(RECORDS TO PROCESS Opens)

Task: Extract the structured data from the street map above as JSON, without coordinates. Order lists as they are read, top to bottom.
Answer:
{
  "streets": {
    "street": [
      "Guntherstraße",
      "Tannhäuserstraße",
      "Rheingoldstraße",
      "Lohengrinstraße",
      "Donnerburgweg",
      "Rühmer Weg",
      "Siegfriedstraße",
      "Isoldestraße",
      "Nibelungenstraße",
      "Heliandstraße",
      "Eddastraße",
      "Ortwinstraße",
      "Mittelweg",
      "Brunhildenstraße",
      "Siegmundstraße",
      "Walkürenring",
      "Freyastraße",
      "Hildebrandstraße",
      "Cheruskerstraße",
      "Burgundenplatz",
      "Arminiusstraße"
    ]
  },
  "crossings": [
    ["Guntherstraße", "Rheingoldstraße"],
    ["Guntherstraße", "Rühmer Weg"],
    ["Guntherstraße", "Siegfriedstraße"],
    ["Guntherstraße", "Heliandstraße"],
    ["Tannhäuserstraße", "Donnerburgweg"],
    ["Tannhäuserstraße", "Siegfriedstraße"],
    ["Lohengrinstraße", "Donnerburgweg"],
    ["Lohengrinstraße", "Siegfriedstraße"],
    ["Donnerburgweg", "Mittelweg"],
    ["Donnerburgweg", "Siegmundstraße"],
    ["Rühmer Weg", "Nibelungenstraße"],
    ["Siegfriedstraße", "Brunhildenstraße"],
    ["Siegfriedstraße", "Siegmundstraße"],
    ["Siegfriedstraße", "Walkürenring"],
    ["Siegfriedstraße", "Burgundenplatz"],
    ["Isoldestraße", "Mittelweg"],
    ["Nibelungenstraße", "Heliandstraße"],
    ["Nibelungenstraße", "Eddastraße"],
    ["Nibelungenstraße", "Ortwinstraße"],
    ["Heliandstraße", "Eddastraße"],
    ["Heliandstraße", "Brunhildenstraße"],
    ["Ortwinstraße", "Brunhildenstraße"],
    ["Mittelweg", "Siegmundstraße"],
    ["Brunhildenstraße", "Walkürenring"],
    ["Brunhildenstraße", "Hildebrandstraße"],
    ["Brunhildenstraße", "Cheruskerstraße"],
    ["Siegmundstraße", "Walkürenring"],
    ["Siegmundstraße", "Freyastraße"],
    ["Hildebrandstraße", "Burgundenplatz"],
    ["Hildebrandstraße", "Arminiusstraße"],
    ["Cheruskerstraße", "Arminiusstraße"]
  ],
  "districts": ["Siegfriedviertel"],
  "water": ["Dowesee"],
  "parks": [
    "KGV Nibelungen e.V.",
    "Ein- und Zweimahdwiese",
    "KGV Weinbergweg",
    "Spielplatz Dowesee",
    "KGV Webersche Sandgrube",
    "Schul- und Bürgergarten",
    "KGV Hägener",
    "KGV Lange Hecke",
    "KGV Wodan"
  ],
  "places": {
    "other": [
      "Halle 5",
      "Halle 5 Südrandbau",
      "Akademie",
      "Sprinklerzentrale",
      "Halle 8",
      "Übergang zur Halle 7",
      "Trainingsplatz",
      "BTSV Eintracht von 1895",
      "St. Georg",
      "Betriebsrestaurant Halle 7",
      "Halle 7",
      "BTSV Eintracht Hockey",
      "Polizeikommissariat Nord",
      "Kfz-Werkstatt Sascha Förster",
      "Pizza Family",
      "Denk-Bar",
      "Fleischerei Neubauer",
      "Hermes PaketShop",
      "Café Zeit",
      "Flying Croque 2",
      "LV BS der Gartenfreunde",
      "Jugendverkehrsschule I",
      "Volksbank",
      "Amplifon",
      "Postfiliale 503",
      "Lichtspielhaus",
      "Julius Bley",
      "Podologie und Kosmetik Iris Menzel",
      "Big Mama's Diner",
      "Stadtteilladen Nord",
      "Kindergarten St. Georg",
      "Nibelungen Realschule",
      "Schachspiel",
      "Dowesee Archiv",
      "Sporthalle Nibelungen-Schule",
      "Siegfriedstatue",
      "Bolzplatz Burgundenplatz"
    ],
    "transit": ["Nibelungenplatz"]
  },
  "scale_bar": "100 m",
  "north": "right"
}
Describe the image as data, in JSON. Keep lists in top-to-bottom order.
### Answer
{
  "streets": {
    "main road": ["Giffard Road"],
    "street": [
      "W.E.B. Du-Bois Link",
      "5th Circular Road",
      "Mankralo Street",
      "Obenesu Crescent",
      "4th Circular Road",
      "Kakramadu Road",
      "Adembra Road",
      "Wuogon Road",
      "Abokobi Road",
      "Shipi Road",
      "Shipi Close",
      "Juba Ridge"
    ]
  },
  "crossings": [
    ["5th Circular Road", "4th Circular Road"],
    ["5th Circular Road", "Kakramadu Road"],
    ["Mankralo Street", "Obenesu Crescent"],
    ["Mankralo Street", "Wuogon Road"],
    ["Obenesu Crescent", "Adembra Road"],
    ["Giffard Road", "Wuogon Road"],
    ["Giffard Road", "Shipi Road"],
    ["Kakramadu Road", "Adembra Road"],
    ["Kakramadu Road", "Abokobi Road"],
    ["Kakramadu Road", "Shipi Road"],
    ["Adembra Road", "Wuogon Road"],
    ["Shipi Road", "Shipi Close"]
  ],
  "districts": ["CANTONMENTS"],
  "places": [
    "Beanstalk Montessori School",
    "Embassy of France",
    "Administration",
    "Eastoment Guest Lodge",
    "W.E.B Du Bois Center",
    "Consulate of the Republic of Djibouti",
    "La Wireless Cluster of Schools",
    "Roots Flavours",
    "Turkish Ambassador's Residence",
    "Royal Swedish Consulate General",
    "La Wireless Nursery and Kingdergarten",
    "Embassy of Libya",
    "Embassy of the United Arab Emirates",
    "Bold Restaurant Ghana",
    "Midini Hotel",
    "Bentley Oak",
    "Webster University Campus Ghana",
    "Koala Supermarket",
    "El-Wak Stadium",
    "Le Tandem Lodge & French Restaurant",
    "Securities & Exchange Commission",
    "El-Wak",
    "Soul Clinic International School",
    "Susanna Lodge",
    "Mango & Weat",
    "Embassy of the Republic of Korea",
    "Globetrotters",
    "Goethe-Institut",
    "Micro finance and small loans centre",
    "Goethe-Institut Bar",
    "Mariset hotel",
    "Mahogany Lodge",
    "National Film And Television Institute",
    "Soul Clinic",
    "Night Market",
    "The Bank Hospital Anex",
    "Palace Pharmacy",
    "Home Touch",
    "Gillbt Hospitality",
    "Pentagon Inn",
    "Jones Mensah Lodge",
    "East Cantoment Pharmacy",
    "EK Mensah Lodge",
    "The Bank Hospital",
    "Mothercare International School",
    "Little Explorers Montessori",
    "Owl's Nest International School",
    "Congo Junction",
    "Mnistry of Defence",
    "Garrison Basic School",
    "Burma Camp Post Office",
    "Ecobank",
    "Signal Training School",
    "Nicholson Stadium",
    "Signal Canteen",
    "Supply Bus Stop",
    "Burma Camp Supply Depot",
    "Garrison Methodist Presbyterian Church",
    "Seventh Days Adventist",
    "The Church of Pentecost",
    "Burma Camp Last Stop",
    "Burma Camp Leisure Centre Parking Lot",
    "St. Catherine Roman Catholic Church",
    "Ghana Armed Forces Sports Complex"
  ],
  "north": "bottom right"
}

(RECORDS TO PROCESS Closes)

→ **WHAT THE EXERCISE ASKS**: Only the lines with "Ortwinstraße" are needed; find them in the records and copy each one.

→ **WORKED SOLUTION**:
      "Ortwinstraße",
    ["Nibelungenstraße", "Ortwinstraße"],
    ["Ortwinstraße", "Brunhildenstraße"],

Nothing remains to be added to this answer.